* [Directions]: Repeat all of the data word for word so that only the pictures are missing from the copy.

* [Information]:
:::::

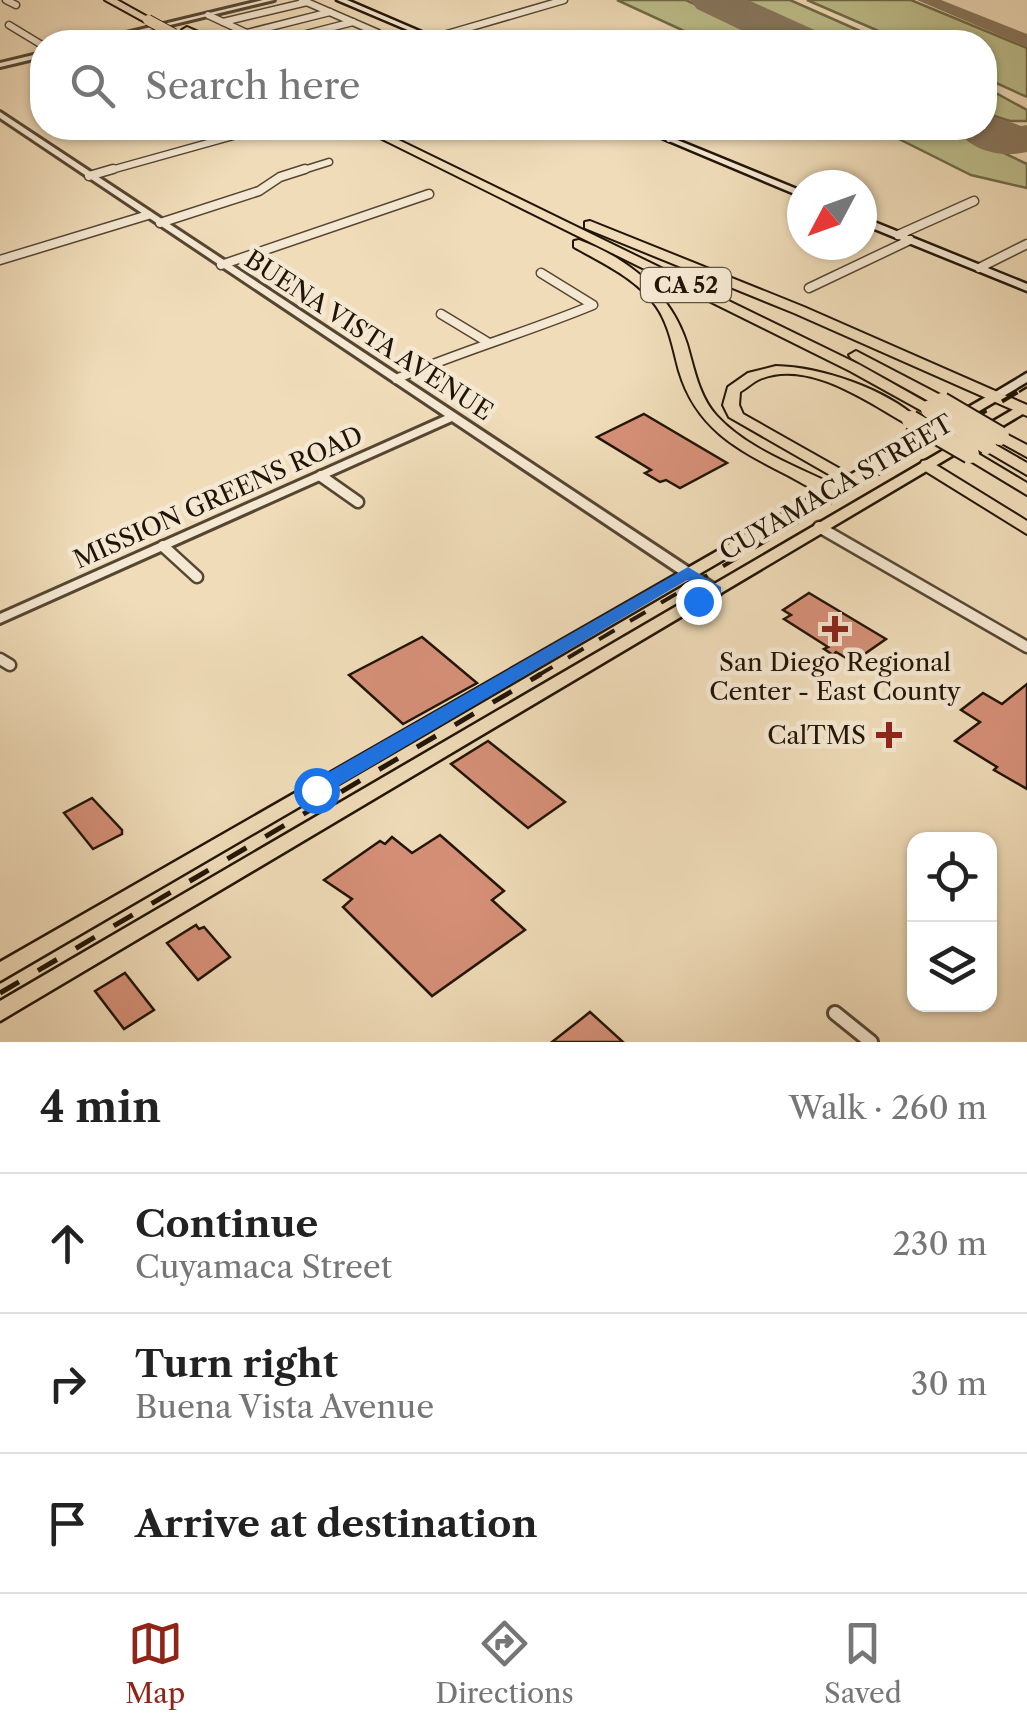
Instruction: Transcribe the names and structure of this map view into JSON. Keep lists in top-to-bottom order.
{
  "streets": {
    "highway": ["CA 52"],
    "main road": ["CUYAMACA STREET"],
    "street": ["BUENA VISTA AVENUE", "MISSION GREENS ROAD"]
  },
  "crossings": [
    ["BUENA VISTA AVENUE", "CUYAMACA STREET"],
    ["BUENA VISTA AVENUE", "MISSION GREENS ROAD"]
  ],
  "places": {
    "health": ["San Diego Regional Center - East County", "CalTMS"]
  },
  "north": "bottom left",
  "page": {
    "search": "Search here",
    "heading": ["4 min", "Walk · 260 m"],
    "list": [
      ["Continue", "Cuyamaca Street", "230 m"],
      ["Turn right", "Buena Vista Avenue", "30 m"],
      "Arrive at destination"
    ],
    "nav": ["Map", "Directions", "Saved"]
  }
}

:::::

* [Answer to the exercise]:
Instruction: Transcribe the names and structure of this map view into JSON. Keep lists in top-to-bottom order.
{
  "streets": {
    "highway": ["CA 52"],
    "main road": ["CUYAMACA STREET"],
    "street": ["BUENA VISTA AVENUE", "MISSION GREENS ROAD"]
  },
  "crossings": [
    ["BUENA VISTA AVENUE", "CUYAMACA STREET"],
    ["BUENA VISTA AVENUE", "MISSION GREENS ROAD"]
  ],
  "places": {
    "health": ["San Diego Regional Center - East County", "CalTMS"]
  },
  "north": "bottom left",
  "page": {
    "search": "Search here",
    "heading": ["4 min", "Walk · 260 m"],
    "list": [
      ["Continue", "Cuyamaca Street", "230 m"],
      ["Turn right", "Buena Vista Avenue", "30 m"],
      "Arrive at destination"
    ],
    "nav": ["Map", "Directions", "Saved"]
  }
}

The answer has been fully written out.